Verification Hub: Weeknotes 04/06/19

Verification Hub has been suffering slightly in recent weeks from competing priorities and leave commitments across our part-time project team. We’re approaching a point where we can start live testing the VH in front of Citizen Index in the parking verification process so we’re redoubling efforts to get to that point by the end of June.

Our focus this week has been on establishing the key steps to get to live testing over our next 2 sprints. Farthest Gate are working at the moment to connect with our new API and Tom is working with InfoShare to get ClearCore 5 deployed in our live environment. Steve continues to work on the feed of Housing Benefit data and will be prioritising the daily feeds of both HB and Council Tax data over the next sprint. After that, we’re reliant on Matt to make sure that our new API is connected to ClearCore version 5 and deploy it into the production AWS environment. Then it’s all about watching how VH performs in the live environment so we can’t start tweaking and testing our data inputs and thresholds…

Verification Hub: Weeknotes 15/05/19

We’ve been working this week on the spec for the development required from Farthest Gate to bring the Verification Hub in to the parking permit verification process in Liberator. In the first instance, it’ll be (after testing in the test environment) put in front of the existing verification steps including the current Citizen Index. This means we can watch how the VH performs and tweak our matching rules without creating any unnecessary extra effort for either residents or parking staff. We’re still not sure when Farthest Gate will be able to prioritise the work so we may have to consider pausing the project until we get the work scheduled in.

Matthew Keyworth and Tom Clark have managed to successfully connect and authenticate the API to the new ClearCore 5 web service but are still working through the search, possibly because some field names have changed between version 4 and 5.

Steve Farr continues to work to automate and clean up Housing Benefits and housing tenant data to bring it into the VH hub. Our testing has shown we’re already hitting around 57% verification based on Council Tax alone and we’re confident that the inclusion of these data sets will push that up considerably.

Building and scaling our data science skills

We’re really excited that next month, one of our Data & Insight Analysts, Anna Gibson, will be joining the next cohort on GDS’ Data Accelerator Programme. We’ve heard great things about the programme from previous participants – from Bharath’s blog and from Tom Foster at Warwickshire County Council who shared his experience which was a great help in reminding us to focus down our topic of interest for our application.

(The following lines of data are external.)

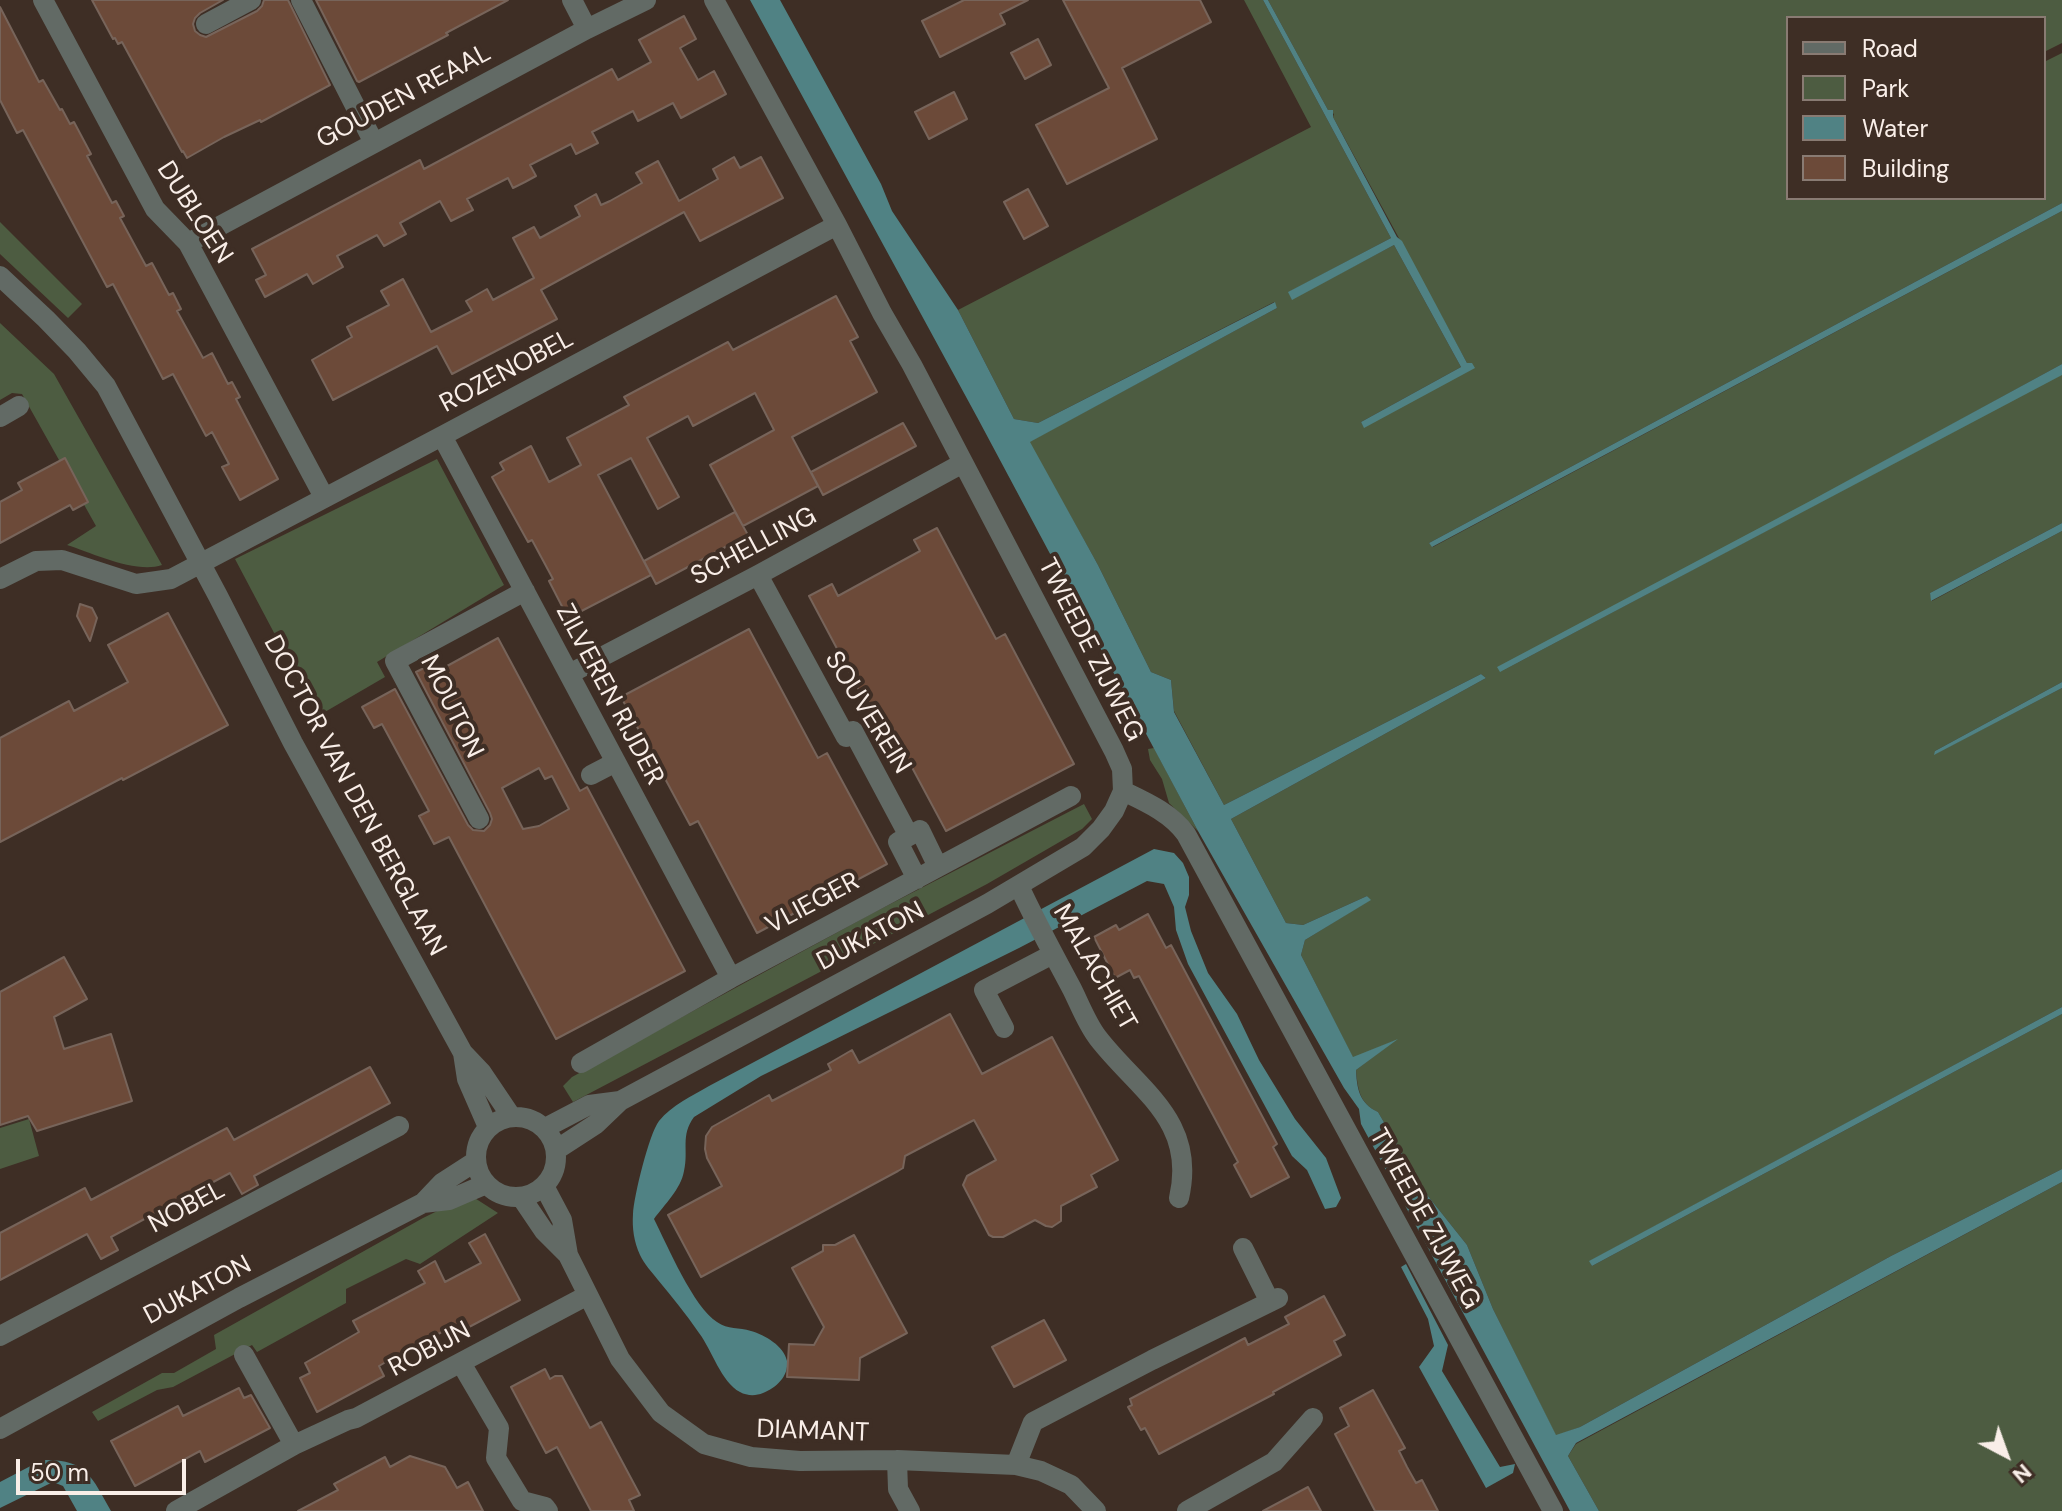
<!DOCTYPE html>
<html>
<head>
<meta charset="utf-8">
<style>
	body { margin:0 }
	#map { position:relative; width:2062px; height:1511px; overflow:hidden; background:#3e2e25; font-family:"DM Sans",sans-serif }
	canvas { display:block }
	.legend { position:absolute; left:1786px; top:16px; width:260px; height:184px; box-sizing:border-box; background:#3e2e25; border:2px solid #897b73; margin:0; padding:10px 14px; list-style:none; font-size:24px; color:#f9eee8 }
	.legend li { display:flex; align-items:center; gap:16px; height:40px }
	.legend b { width:40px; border:2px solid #897b73 }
	.north { position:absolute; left:1966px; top:1415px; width:80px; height:80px; -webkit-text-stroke:6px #3e2e25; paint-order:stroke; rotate:139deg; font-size:22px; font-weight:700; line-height:32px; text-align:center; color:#f9eee8 }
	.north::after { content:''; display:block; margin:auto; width:28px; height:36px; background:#f9eee8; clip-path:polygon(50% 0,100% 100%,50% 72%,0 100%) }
	.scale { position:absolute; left:16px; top:1459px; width:170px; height:36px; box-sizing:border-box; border:4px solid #f9eee8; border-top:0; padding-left:10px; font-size:24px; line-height:28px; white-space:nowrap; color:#f9eee8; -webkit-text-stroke:6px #3e2e25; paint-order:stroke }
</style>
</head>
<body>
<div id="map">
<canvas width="2062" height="1511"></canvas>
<ul class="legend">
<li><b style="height:10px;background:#626a65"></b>Road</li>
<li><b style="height:22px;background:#4d5c41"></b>Park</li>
<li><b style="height:22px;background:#508284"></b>Water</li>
<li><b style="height:22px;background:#6c4a39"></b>Building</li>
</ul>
<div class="north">N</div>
<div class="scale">50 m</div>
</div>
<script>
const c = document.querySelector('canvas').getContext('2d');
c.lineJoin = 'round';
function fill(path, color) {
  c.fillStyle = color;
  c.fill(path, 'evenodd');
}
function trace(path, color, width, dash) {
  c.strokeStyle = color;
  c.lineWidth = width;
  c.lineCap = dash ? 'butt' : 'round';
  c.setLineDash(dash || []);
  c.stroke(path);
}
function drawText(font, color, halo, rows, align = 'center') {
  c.font = font + ' "DM Sans",sans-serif';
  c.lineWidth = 8;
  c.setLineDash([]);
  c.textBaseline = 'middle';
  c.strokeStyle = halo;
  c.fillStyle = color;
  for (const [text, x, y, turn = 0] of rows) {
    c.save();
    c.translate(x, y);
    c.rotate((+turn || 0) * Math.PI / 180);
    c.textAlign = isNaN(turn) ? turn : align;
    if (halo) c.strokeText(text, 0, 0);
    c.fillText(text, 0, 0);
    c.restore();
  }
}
fill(new Path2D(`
	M1244,0h19l128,238 -102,54 3,7 102,-54 67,122 -100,55 3,5 108,-64h-5l-134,-246 1,-3 -6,-4 -60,-110h794v43l-18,9v-34h-256v180h256v-136l18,-9v150l-633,340 4,4 629,-336v153l-562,308 562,-298v149l-132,70 2,8 130,-70v151l-127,69v3l127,-66v319l-472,254 2,5 470,-252v155l-171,87 -311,171 -24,9 -63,-127 -26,-64 -43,-54 -46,-79c-19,-9 -20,-23 -22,-42l38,-29 -41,17 -52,-103 4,-15 65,-40 -3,-4 -64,29 -17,-2 -55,-104 255,-141 -5,-4 -257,131 -50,-94 -3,-31 -20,-8 -53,-107 -69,-123 248,-134 -3,-6 -236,121 -24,-4 -56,-109 353,-183z
	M0,222l82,82 -14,14 -68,-64z
	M0,323l54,51 108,191c-26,9 -70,-12 -95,-20l29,-19 -74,-132 -10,-1 -12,7z
	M437,459l67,126 -127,77 8,15 -67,39 -83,-157z
	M1154,748l44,83 -29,-28 -7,-24 -12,-19 -2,-11z
	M1084,804l8,15 -10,10 -95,55 -414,218 -10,-16 9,-9 299,-163z
	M29,1119l10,37 -39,13v-41z
	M2062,1182v329h-463l-31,-55 8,-12z
	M470,1195l28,18 -78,51 -14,-5 -60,30v14l-89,49 -5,-7 -79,42 -16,3 -59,31 -6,-9 70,-39h12l42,-24 -2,-14 209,-117z`), '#4d5c41');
fill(new Path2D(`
	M750,0h30l101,184 11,27 66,99 56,109 24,4 237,-121 2,6 -247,134 68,123 53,107 20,8 3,32 50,93 257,-131 5,4 -255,141 55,104 17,2 64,-29 4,4 -66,40 -4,15 52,102 45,-18 -42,31c1,19 3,33 22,42l46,79 43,54 26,64 63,126 24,-8 311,-171 171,-87v13l-486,261 -8,13 31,55h-29l-209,-387 -2,-15 -15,-21 -146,-257 -221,-414z
	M1263,0h5l60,110h5v7l64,120 5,4 65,122h5l3,5 -111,60 -3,-6 100,-55 -67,-122 -102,55 -4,-8 103,-54z
	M2062,203v8l-630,336 -3,-4z
	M2062,364v11l-562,297 -3,-5 315,-167z
	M2062,523v8l-131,70 -1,-8z
	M2062,682v6l-128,67 1,-4z
	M1154,849l20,4 9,10 6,14v18l-4,12 6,24 17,42 29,41 22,46 36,59 31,39 15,40 -5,9 -11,2 -18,-39 -15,-14 -104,-192 -12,-34 -2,-23 -10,-23 -17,-3 -128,67 -258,128 -67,41c-14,19 -5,33 -10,54 -3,18 -20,34 -30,48 13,26 40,89 63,103 11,8 22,5 34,9 14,4 33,15 36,30 2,15 -11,27 -24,32 -7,3 -16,3 -23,-1 -19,-10 -28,-42 -41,-59 -13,-19 -27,-36 -41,-53 -6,-8 -14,-16 -18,-25 -6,-13 -8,-27 -7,-41 1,-18 16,-80 26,-93 13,-16 33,-25 50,-35z
	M2062,1007v7l-470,252 -3,-5z
	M1406,1264l42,81 -6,26 58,96 15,-3 -2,9 -27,15 -67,-121 15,-21 -6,-27 -27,-52z
	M42,1460c45,-1 49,16 69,51h-34l-14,-25 -10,-4 -53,26v-26z`), '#508284');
const building = new Path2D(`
	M92,0h131l-23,13 -5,5 -2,6 2,7 5,4 6,2 51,-26 5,-5 2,-6h24l42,85 -69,37 -1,-2 -36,17 -37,21 -4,-7 -1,1 -60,-110 -4,2 -3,-6 -2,1z
	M316,0h192l-62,33 2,2 -89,47 -2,-1z
	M964,0h64l-28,14 5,10 -65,33 -18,-36z
	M1063,0h137l11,22 -89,46 35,71 -90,45 -31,-59 73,-37z
	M0,7l39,75 4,-2 17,30 2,-1 8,15 4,-2 17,32 -4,2 25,47 4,-2 8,15 -4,2 26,48 6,-3 17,32 4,-2 8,16 -4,2 26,47 9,-5 16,31 4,-2 8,15 -4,2 42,80 -38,21 -18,-33 7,-3 -17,-32 -6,4 -33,-62 -10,5 -50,-95 -6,3 -84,-157 -6,3 -17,-33z
	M684,16l12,23 -16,9 18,32 16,-9 12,23 -45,24 -8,-15 -35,18 -5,-10 -41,21 6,11 -22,11 -5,-10 -41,21 6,11 -11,6 -12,6 -5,-10 -41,21 6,11 -22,11 -11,-20 -40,22 6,11 -22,12 -7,-11 -40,21 6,11 -30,17 -6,-10 -42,23 -9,-17 10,-5 -14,-26 168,-89 4,9 188,-100 6,11 33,-18 -12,-22z
	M1038,39l13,26 -26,14 -14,-26z
	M954,92l13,27 -38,20 -14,-27z
	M734,157l6,11 21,-11 22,41 -83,43 -16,-29 -143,78 16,29 -105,55 -15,-28 -104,54 -21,-40 40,-23 -5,-10 42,-22 -8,-14 22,-12 28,53 41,-21 -6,-10 21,-12 6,11 41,-22 -21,-40 21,-11 6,11 40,-22 -5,-10 21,-12 5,11 9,-4 32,-18 -6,-10 22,-12 21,40 39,-22 -5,-10z
	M1028,189l20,37 -24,13 -20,-37z
	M836,296l22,41 -8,4 27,51 -85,45 26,49 -75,40 -33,-61 64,-35 -19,-37 -62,33 -5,-10 -41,22 32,59 -21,12 -27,-51 -33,17 53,100 -83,43 -19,-37 4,-2 -21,-39 -4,2 -36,-65 12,-7 -4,-7 31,-17 18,36 32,-17 -14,-27 62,-33 -5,-8 104,-55 5,8z
	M903,423l13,23 -93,49 -12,-23z
	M65,458l23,44 -15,8 -3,-5 -70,38v-41l22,-12 -4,-7z
	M735,512l13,23 -92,49 -12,-23z
	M937,528l59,111 9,-5 69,130 -128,67 -69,-129 -9,5 -59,-111 23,-12 6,12 82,-45 -6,-11z
	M80,604l12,4 5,10 -7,23 -13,-25z
	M168,613l60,112 -105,55 -1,-2 -122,64v-104l69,-37 5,10 54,-29 -20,-37z
	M749,629l69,129 9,-5 60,111 -130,69 -59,-112 -8,4 -69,-128z
	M498,638l82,153 7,-4 98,184 -129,68 -107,-202 -15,7 -15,-28 10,-5 -47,-87 -8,4 -12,-21 33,-18 73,136 5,5 11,1 6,-6 2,-6 -2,-6 -74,-141 18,-9 4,8zM539,768l6,11 7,-3 17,33 -30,17 -16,3 -21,-41z
	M1148,914l18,34 5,-3 106,199 -4,3 16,30 -38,20 -17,-32 4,-3 -99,-186 -5,2 -4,-8 -15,8 -21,-41 22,-12 3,5z
	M64,957l23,42 -33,18 10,32 47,-15 21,67 -95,30 -9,-15 -28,9v-133z
	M950,1014l32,60 70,-37 66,123 -27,15 6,12 -36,19v15l-9,6 -6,-1 -11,-6 -32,17h-10l-4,-2 -26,-50 4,-9 29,-16 -22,-40 -69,36 -2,12 -5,3 -197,106 -33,-62 54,-29 -15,-28 -2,-9 1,-13 6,-9 57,-32 3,6 59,-31 -3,-6 24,-14 7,13z
	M370,1067l20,36 -136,73 4,9 -16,9 -12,-21 -119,64 7,13 -17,9 -14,-25 -87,46v-47l85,-45 6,12 136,-72 7,12z
	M485,1234l35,66 -66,35 -4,-7 -40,20 -31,18 5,10 -67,36 -17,-34 10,-5 -5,-10 54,-31 -6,-11 72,-38 -7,-12 17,-10 10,21 36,-19 -12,-20z
	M854,1235l53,98 -47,25 -1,22 -72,-3 2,-33 25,1 10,-18 -32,-59 31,-17v-6h12z
	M1324,1296l21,39 -11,6 7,14 -68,37 1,2 -115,60 -14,-26 -4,2 -13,-23 4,-2 -2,-6 115,-61 3,7 41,-21 -4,-7z
	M1044,1320l22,40 -52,27 -22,-40z
	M545,1369l5,10 5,-3h7l28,52 11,-6 39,73 -11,5 5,11h-43l-34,-64 -11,6 -35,-66z
	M239,1388l5,10 7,-3 19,33 -65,34 -5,-11 -65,35 -24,-45 67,-35 5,10z
	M1373,1390l32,58 -6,3 8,16 9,16 6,-3 16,31h-63l-40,-77 14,-8 -9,-18z
	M410,1456l35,11 12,21 11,-6 15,29h-185l40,-21 -4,-6 51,-27 5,10z
	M1308,1487l13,24h-58z`);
fill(building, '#6c4a39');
trace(building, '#77645a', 2);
trace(new Path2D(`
	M43,0l112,209 33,34 136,254
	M301,0l73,143
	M572,0l15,29
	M206,24l45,-24
	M188,243l399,-214 59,-29
	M0,276l46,43 31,32 29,35 112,210 75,147 170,310 19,20 29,43
	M0,417l19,-11
	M442,436l289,542
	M758,575l88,162 7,-6 56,105
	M0,579l36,-18 26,-1 74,24 35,-5 271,-143 395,-211
	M569,674l189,-99 205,-112
	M591,775l25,-13
	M1123,791c23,11 48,22 63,43l367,677
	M479,819l-84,-158 130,-70
	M917,879l-19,-37 22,-12 18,37
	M1019,886c16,35 35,69 53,103 8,16 15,35 26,49 41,53 99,82 81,160
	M1004,1028l-20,-38 69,-36
	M463,1053l4,26 21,48
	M581,1063l150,-85 340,-182
	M476 1157a40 40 0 1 1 80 0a40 40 0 1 1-80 0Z
	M545,1128l44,-23 31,-4
	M556,1150l40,-26 24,-23 367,-197 96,-57 18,-18 13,-18 9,-20 -1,-22 -8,-18 -202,-386 -30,-52 -45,-88 -123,-225
	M544,1186l18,34 6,35 52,104 41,54 43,31 47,13 49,4 97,-1 119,5
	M521,1197l23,34 24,24
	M423,1203l26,-3 37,-16
	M1243,1248l27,54
	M0,1336l399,-210
	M244,1355l50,90
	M461,1363l38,65 -3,30 26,43 23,6 3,4
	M0,1429l239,-131 184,-95 19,-20 34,-22
	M897,1460l1,29 12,22
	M176,1511l118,-66 54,-25 8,-2 232,-123
	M1096,1511l-25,-26 -30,-14 -25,-6 17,-43 119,-62 126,-62
	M1187,1511l87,-49 39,-44`), '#626a65', 20);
drawText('26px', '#f9eee8', '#3e2e25', [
	["GOUDEN REAAL",404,97,-28],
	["DUBLOEN",194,213,57],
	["ROZENOBEL",507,372,-28],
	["SCHELLING",754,547,-28],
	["TWEEDE ZIJWEG",1090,650,63],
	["ZILVEREN RIJDER",609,695,62],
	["MOUTON",451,707,64],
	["SOUVEREIN",867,713,58],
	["DOCTOR VAN DEN BERGLAAN",354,796,62],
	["VLIEGER",813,904,-28],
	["DUKATON",871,937,-28],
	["MALACHIET",1094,968,60],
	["NOBEL",187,1208,-28],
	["TWEEDE ZIJWEG",1424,1219,61],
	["DUKATON",198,1291,-28],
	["ROBIJN",430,1350,-28],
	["DIAMANT",813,1432,2]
]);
</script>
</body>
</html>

From early April, Anna will be spending one day a week at GDS’ offices in Whitechapel working with an experienced data scientist who will mentor her as she works on a project to provide a unified view of the property market in Hackney. The Council has many repositories of data about housing, and a further wealth of data about rented accommodation in the borough is available online. However, we don’t have access to a single, comprehensive view of private renting in the borough.

Anna’s work, both at GDS and back in Hackney day to day, will be focussed on working to create a profile of the rental market in the borough, combining some of our internal Council resources with external data sources – we want to try to use web scraping, image processing and text processing to try and learn more from private rental advertising sites (such as SpareRoom) and from Google Street View, for example.

As well as building Anna’s data science skills directly (and scaling this to the wider team as she shares this work with her Data Analytics team colleagues), we think this work will be a great resource to help us identify Council properties which are being illegally sub-let or to detect properties which should be subject to a House of Multiple Occupation licence and also help us better understand social inclusion in Hackney as we get a better view of transience of residents in certain areas.

The programme runs for 3 months until July 2019 and Anna will be sharing her experience for others to benefit from, as the work develops.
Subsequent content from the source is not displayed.